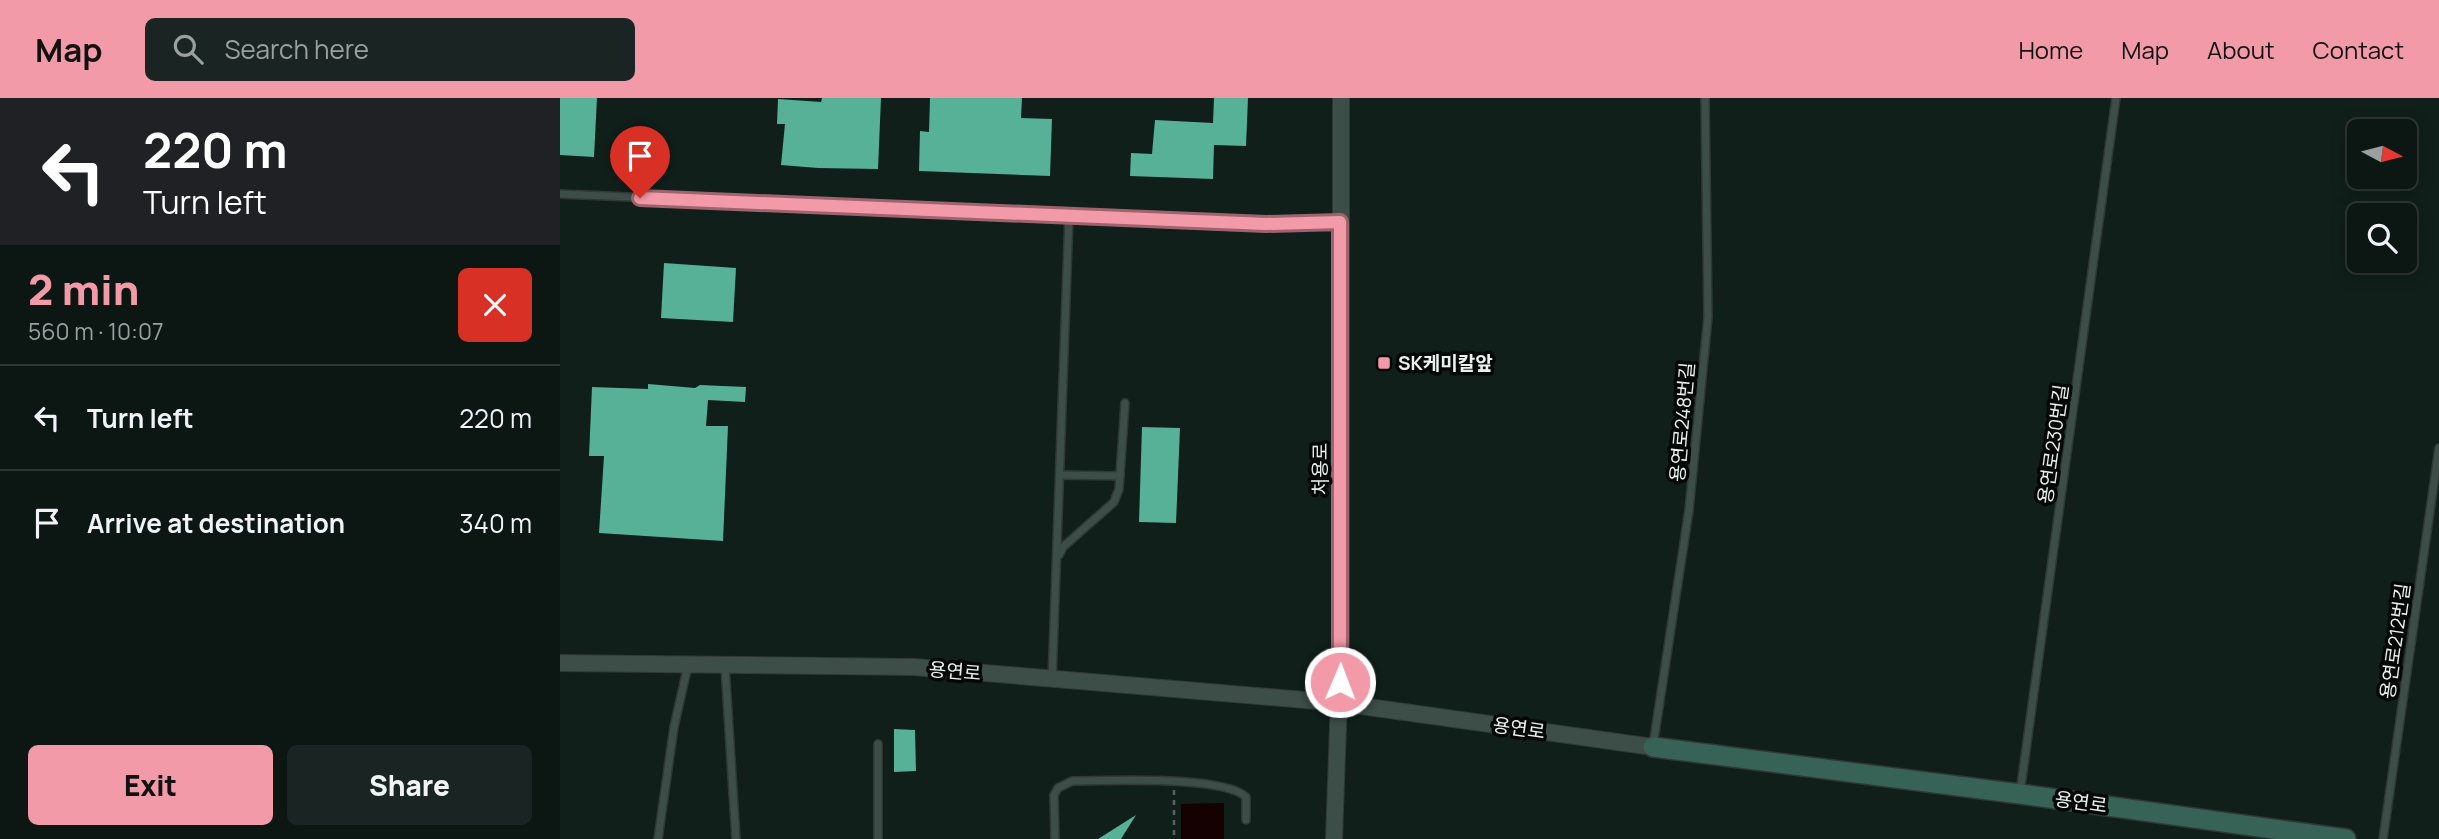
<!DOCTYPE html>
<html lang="en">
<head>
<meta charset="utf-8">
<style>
  body { margin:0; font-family:Manrope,"Noto Sans KR",sans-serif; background:#1a2422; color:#f1f3f6; height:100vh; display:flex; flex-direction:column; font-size:26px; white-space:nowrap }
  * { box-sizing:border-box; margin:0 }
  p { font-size:23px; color:#9a9fa0 }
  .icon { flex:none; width:38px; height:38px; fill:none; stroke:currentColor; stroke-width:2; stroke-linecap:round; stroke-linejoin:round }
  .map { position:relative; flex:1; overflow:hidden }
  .sheet { display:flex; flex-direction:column; background:#0c1714; width:560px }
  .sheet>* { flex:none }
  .banner { background:#202124; color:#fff; overflow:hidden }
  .needle { width:46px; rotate:97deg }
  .buttons { position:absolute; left:1787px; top:21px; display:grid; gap:14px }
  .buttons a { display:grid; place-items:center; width:70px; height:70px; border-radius:10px; background:#0c1714; box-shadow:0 4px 18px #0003,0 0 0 2px #2c3634; font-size:35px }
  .pin { position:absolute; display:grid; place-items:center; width:60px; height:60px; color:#fff; margin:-72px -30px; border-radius:50% 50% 50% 0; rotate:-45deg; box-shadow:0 0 7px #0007 }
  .pin .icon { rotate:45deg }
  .me { position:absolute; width:77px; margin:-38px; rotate:1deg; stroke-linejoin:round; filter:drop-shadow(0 0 5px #0008) }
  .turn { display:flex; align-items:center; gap:24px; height:147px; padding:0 28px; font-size:32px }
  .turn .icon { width:91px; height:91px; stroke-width:2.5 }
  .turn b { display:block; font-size:49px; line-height:60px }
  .round { display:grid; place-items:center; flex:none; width:74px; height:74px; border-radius:10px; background:#1a2422 }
  .summary { display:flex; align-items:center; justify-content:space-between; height:119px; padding:0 28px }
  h1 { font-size:42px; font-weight:800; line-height:52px; color:#f39aa9 }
  .button { display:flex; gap:14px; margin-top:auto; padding:14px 28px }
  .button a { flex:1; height:80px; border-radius:10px; background:#f39aa9; color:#111; font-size:28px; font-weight:800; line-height:80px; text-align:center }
  .button a+a { background:#1a2422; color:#f1f3f6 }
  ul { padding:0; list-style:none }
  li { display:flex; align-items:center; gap:21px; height:105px; padding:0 28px; border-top:2px solid #2c3634 }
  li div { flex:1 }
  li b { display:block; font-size:26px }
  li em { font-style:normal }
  header { display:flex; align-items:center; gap:42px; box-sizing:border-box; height:98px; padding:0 35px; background:#f39aa9; color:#111 }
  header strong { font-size:33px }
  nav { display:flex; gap:38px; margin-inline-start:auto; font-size:24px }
  .search { width:490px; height:63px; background:#1a2422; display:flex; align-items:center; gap:18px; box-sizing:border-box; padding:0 24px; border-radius:10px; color:#9a9fa0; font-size:26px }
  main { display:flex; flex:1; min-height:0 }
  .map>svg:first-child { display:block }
  .water { fill:#150002 }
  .building { fill:#56b196 }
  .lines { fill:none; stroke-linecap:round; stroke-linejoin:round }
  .service-casing { stroke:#2f3835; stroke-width:10 }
  .tertiary-casing { stroke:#2f3835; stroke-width:18 }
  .secondary-casing { stroke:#2f3835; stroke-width:22 }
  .path { stroke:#55625e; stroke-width:2.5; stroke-dasharray:5 5; stroke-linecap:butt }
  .service { stroke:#3d4d48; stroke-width:7 }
  .tertiary { stroke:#3d4d48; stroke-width:16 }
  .secondary { stroke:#376357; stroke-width:19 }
  .route-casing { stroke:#9e646e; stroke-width:18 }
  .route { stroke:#f39aa9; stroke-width:12 }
  .poi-dot { fill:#f39aa9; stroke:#030806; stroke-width:2.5 }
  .labels { text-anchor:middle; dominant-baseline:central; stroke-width:7; stroke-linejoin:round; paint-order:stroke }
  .poi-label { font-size:19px; font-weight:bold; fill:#e9f2ef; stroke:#030806; text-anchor:start }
  .street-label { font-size:19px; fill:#e9f2ef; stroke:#030806 }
</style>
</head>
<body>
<header>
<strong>Map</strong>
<div class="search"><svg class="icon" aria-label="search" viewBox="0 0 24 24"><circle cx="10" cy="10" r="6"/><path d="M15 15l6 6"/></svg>Search here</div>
<nav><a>Home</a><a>Map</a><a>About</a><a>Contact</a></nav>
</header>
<main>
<section class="sheet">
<div class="banner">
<div class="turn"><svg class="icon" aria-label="left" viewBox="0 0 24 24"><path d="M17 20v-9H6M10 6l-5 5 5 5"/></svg><div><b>220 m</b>Turn left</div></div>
</div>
<div class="summary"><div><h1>2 min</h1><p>560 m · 10:07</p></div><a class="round" style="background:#d93025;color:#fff"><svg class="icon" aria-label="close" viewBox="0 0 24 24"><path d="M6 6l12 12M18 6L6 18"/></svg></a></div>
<ul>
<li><svg class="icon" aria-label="left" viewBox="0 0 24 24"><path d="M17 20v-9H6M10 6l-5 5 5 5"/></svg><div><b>Turn left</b></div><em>220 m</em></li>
<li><svg class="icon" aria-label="arrive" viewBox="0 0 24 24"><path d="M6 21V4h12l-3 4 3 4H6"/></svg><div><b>Arrive at destination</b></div><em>340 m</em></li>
</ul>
<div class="button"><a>Exit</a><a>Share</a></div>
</section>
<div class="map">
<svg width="1879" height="741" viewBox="0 0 1879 741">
  <rect width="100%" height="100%" fill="#101f1a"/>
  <path class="water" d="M664,705V741H621V706Z"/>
  <g class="building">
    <path d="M0,0H37L34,59L0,57Z"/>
    <path d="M262,0H321L318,71L258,70L221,67L225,26H217L218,1L261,4Z"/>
    <path d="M370,0H462L461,20L492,21L490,78L359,73L360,33L369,34Z"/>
    <path d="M654,0H688L686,48L654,47L653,81L570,78L571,55L592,56L595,22L653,25Z"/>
    <path d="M104,165L176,170L173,224L101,220Z"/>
    <path d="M88,286L135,290L140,287L186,289L185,304L148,302L146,328H168L163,443L39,435L44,358H29L32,289L88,291Z"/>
    <path d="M582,329L620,330L616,425L579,424Z"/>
    <path d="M334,631L355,632L356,673L334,674Z"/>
    <path d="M576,717L561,741H538Z"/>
  </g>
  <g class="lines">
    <g class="service-casing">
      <g id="service">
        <path d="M0,96L706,126L780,124"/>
        <path d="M500,377L560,378"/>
        <path d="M499,457L503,449L554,404L559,391L565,305"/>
        <path d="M165,568L176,741"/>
        <path d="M492,582L509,118"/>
        <path d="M318,646V741"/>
        <path d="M1093,648L1129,412L1148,219L1145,0"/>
        <path d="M1460,695L1556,0"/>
        <path d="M98,741L114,629L128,567"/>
        <path d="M495,741L494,697L498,690L512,683C547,683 663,677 686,699V722"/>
        <path d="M1823,741L1879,350"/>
      </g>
    </g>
    <g class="tertiary-casing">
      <g id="tertiary">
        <path d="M0,565L354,569L780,605L1093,649"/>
        <path d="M774,741L781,543V0"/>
      </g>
    </g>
    <g class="secondary-casing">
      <path id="secondary" d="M1093,649L1460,696L1786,741"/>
    </g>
    <path class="path" d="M614,692V741"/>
    <use href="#service" class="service"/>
    <use href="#tertiary" class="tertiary"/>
    <use href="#secondary" class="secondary"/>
  </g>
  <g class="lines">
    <g class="route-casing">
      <path id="route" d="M80,100L706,126L780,124V584"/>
    </g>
    <use href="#route" class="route"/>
  </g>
  <rect class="poi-dot" x="817" y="258" width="14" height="14" rx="3.5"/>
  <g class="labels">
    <g class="poi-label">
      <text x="838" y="265">SK케미칼앞</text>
    </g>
    <g class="street-label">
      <text transform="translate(1122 324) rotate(-85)">용연로248번길</text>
      <text transform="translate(1493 346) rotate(-82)">용연로230번길</text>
      <text transform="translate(760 371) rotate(-90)">처용로</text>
      <text transform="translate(1835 543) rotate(-82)">용연로212번길</text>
      <text transform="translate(395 573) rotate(5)">용연로</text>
      <text transform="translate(959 630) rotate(8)">용연로</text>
      <text transform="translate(1521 704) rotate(8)">용연로</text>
    </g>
  </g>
</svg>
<div class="buttons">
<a><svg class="needle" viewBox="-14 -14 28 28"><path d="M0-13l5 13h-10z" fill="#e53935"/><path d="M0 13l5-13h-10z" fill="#9a9fa0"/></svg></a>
<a><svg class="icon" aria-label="search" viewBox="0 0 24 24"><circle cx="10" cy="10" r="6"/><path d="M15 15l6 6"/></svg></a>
</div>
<div class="pin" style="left:80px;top:100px;background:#d93025"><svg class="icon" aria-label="arrive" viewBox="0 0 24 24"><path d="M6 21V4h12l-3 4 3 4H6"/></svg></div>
<svg class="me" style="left:780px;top:584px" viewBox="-20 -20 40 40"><circle r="17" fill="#f39aa9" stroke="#fff" stroke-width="3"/><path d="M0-11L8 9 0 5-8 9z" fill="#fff"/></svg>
</div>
</main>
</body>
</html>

- - -

▶ [Directions]: Look through the listing above and copy each line with the word "position" in it.

▶ [Written answer]:
  .map { position:relative; flex:1; overflow:hidden }
  .buttons { position:absolute; left:1787px; top:21px; display:grid; gap:14px }
  .pin { position:absolute; display:grid; place-items:center; width:60px; height:60px; color:#fff; margin:-72px -30px; border-radius:50% 50% 50% 0; rotate:-45deg; box-shadow:0 0 7px #0007 }
  .me { position:absolute; width:77px; margin:-38px; rotate:1deg; stroke-linejoin:round; filter:drop-shadow(0 0 5px #0008) }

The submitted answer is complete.